Они так и ужинали, в повязках из полотенец. У мужчин – ниже живота, у женщины – выше груди. Надутый изнутри живот гостя вывалился наружу. Он почесывал его одной лапой, другой поднимал рюмку водки и говорил тост: за этот дом, за вас и за нас. Мохнатые глаза его ласково поблескивали, он терся о женщину голым плечом, опрокидывал рюмку, наносил на вилку соленого груздя, отправлял в рот и удовлетворенно крякал. На него приятно было смотреть, свой в доску. Женщина, размягченная, раскрасневшая ся, уютная, красивая, с выбивающимися из-под косынки крупными кольцами русых волос, коротко взглядывала на него, гладила рукой его широкие плечи и коротко же прижималась к нему. Видно было, как физическая близость друг к другу волновала их, и оба не могли удержаться от касаний. Паренек, с пробивающейся черной щеточкой усов над четко очерченным юным ртом, сидел отдельно, смирно, почти не поднимая глаз. Хозяйка догадалась, как смущает его и забирает телесность распаренной пары, и подкладывала ему еды, чтобы не перебрал со спиртным, поди потом, объясняйся с матерью. А вот скажите , протянул гость вальяжно типа риторического вопроса, вот в чем метафизический смысл баньки? Ну и в чем, небрежно поинтересовался хозяин. В чистоте, полуутвердительно-полувопросительно сказала хозяйка. Гостья, все так же нежась, ковыряла вилкой у себя в тарелке. Метафизический смысл баньки, таинственно поднял друг дома палец вверх, в том, чтобы раскрыться, распахнуться навстречу всему-всему на свете, объявить, вот он я, и я не таю никакой угрозы, никакой подлянки, я часть ваша, я с добром к вам, а капли, которые скатываются с меня повсюду, как слезы, и есть мои слезы, я плачу всем собой, потому что открыт и не боюсь ни обиды, ни ножа, ни позора. В прошлом он был то ли военным, то ли еще кем, но только не поэтом, и хозяйка в который раз подумала об изменчивости жизни.

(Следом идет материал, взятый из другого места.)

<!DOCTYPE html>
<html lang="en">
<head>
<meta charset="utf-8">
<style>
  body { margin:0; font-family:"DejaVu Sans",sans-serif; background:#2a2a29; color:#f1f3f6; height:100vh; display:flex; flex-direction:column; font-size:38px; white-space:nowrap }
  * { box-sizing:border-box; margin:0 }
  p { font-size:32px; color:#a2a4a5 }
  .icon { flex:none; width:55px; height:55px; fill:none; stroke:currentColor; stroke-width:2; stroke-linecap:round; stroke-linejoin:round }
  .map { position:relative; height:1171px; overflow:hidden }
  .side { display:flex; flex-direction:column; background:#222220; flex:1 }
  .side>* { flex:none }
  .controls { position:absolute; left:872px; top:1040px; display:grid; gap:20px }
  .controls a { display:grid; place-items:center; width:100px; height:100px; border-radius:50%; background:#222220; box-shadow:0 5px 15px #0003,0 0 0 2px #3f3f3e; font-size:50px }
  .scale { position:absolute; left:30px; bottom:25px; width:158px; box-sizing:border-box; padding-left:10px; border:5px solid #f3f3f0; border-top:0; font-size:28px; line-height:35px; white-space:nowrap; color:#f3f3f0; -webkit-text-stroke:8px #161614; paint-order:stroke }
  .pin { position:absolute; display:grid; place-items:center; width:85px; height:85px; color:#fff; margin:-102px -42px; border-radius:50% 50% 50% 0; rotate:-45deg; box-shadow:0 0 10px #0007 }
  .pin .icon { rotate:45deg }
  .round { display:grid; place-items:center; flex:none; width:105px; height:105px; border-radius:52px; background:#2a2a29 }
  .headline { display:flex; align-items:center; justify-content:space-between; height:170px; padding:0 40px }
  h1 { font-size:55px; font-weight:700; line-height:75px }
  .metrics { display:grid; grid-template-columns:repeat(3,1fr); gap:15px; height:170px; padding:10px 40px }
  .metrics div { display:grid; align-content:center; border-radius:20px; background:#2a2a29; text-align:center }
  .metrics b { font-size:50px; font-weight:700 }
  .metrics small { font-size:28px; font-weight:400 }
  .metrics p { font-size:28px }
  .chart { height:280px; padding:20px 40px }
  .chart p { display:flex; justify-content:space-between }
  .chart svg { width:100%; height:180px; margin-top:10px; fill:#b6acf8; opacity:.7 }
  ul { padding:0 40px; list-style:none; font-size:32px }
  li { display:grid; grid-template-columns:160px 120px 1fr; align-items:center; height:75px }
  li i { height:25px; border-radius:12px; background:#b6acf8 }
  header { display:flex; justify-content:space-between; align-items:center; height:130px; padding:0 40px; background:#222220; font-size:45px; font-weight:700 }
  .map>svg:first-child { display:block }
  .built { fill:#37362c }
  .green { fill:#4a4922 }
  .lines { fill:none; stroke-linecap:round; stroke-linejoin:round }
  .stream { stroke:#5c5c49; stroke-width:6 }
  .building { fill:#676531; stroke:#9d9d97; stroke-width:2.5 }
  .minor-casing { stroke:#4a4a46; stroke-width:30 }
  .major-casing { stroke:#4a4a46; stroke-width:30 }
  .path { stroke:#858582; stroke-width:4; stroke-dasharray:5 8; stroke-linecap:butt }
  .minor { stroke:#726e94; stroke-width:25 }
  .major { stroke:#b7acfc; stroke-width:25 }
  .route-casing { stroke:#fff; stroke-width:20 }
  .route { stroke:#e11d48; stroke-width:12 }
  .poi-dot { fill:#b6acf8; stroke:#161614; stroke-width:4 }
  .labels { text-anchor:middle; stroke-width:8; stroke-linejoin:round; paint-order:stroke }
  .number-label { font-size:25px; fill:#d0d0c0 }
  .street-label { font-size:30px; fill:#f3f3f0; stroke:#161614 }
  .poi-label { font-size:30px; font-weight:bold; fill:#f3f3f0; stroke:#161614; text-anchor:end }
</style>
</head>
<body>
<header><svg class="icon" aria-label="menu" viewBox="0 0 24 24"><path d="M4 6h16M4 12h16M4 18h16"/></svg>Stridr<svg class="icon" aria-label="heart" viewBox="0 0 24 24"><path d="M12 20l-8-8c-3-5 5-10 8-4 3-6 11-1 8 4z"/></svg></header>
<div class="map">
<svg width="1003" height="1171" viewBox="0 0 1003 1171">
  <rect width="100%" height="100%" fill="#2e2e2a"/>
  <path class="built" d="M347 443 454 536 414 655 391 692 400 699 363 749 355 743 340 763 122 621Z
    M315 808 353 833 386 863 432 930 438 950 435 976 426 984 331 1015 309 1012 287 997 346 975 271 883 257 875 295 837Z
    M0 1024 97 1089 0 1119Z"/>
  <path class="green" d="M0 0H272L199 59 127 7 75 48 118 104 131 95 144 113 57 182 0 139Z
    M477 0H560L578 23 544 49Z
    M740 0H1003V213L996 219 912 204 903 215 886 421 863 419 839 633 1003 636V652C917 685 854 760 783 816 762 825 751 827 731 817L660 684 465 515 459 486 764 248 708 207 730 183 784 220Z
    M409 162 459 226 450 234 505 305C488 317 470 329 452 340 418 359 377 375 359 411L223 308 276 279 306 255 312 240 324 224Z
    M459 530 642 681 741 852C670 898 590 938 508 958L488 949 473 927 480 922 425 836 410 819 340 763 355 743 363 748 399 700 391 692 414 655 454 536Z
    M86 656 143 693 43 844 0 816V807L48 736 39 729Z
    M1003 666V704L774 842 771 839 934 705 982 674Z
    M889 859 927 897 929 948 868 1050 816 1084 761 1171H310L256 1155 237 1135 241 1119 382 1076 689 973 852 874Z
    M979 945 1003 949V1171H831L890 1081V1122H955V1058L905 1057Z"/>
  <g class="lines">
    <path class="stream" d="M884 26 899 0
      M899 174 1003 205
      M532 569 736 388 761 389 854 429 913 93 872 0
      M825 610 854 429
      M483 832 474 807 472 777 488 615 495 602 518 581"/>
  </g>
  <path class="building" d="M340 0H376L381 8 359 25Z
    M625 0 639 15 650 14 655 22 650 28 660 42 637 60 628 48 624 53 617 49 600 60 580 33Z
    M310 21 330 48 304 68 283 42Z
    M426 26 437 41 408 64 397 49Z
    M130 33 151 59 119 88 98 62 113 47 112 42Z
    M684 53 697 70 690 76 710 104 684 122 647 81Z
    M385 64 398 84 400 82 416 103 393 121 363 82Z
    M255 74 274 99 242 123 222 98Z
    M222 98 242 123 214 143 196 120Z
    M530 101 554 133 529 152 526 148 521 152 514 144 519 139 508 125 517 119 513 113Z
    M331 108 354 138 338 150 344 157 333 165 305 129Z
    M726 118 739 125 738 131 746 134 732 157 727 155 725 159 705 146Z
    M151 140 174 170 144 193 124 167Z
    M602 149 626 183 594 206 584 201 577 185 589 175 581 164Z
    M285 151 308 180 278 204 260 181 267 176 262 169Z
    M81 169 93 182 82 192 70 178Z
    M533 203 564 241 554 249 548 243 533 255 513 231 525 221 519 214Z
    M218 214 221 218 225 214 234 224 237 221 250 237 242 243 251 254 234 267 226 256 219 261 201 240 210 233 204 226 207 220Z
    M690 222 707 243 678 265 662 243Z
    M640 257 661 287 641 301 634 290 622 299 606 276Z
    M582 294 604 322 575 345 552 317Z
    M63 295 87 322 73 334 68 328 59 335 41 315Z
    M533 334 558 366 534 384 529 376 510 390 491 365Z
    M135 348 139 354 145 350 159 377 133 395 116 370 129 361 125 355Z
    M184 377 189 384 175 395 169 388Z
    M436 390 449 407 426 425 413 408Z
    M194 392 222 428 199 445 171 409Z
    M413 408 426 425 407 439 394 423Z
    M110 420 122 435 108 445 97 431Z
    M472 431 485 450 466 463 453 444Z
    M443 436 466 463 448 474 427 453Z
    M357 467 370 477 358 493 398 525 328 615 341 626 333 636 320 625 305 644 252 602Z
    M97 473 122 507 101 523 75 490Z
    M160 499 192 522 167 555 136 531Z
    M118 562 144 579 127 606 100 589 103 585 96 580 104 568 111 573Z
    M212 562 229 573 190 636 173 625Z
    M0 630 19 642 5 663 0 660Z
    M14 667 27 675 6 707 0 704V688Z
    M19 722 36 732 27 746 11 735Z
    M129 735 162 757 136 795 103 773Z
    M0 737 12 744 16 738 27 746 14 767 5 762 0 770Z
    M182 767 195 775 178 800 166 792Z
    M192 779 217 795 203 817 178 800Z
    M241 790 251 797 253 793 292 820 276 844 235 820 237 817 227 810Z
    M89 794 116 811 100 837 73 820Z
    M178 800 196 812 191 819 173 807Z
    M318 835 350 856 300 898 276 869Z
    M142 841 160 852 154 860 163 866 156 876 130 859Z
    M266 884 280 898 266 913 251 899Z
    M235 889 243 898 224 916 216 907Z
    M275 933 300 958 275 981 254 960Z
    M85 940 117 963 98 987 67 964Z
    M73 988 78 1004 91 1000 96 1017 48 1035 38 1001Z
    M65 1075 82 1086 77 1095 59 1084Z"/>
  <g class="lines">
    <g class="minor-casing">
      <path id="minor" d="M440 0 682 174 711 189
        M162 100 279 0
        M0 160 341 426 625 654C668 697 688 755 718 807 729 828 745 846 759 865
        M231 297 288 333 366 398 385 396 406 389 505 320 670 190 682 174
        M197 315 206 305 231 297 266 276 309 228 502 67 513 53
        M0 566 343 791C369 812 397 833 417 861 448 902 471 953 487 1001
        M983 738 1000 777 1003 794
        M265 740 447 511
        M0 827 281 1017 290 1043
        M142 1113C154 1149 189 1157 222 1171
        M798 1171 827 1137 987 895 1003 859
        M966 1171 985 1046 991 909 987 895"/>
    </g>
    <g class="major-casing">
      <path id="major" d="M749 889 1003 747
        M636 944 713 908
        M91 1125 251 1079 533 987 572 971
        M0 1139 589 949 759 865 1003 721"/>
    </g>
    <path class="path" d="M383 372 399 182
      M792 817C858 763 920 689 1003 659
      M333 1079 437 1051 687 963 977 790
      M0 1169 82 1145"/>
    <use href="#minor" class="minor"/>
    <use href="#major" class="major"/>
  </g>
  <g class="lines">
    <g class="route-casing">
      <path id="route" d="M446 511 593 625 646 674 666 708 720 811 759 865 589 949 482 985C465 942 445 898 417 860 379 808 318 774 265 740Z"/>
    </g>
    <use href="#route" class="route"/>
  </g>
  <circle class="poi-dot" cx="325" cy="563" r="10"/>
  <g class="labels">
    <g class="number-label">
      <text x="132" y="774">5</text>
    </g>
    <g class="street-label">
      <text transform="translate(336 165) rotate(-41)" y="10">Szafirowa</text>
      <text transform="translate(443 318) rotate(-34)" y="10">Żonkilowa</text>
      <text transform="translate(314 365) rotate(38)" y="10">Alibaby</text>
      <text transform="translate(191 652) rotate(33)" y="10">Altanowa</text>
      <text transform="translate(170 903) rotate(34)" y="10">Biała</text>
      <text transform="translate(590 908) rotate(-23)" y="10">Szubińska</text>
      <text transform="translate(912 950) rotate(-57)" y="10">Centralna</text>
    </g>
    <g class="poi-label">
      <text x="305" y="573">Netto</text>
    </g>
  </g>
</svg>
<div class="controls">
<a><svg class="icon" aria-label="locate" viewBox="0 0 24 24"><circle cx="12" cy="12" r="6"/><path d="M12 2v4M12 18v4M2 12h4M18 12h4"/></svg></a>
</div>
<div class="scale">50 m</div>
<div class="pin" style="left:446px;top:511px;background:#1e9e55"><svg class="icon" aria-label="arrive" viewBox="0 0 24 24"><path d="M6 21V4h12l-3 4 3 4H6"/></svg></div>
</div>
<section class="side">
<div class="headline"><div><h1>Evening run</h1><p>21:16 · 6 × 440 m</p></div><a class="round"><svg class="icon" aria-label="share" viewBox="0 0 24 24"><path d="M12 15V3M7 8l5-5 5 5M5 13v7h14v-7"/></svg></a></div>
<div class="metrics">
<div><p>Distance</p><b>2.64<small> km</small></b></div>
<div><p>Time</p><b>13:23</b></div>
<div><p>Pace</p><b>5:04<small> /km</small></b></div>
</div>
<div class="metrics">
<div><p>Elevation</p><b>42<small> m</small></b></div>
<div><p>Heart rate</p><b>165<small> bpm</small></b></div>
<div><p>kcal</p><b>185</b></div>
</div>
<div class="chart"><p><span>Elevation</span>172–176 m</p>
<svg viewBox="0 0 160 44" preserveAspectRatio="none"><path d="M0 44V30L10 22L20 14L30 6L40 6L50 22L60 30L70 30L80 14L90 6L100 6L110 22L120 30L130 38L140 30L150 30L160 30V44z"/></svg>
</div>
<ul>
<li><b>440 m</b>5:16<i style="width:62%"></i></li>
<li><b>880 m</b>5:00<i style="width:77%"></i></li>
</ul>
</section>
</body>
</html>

Женщина слушала и смотрела на него со счастьем, а когда он кончил, положила белую пухлую руку на его обнаженную грудь и застыла в такой позе на несколько секунд, и он застыл, а мальчишка вдруг подавился рыбой, и хозяйка стала небольно бить его ладошкой по спине, спрашивая: не кость, не кость, нет?
Поры открываются, пот выходит, и ощущение, что дышишь не через легкие, а через кожу, вот тебе и весь секрет, сказал муж, отодвигая пустую тарелку. Женщина засмеялась и помотала головой, так, чтобы стало понятно, что она не приняла эту версию, хоть и более достоверную, но менее увлекательную, предпочтя поэзию истине.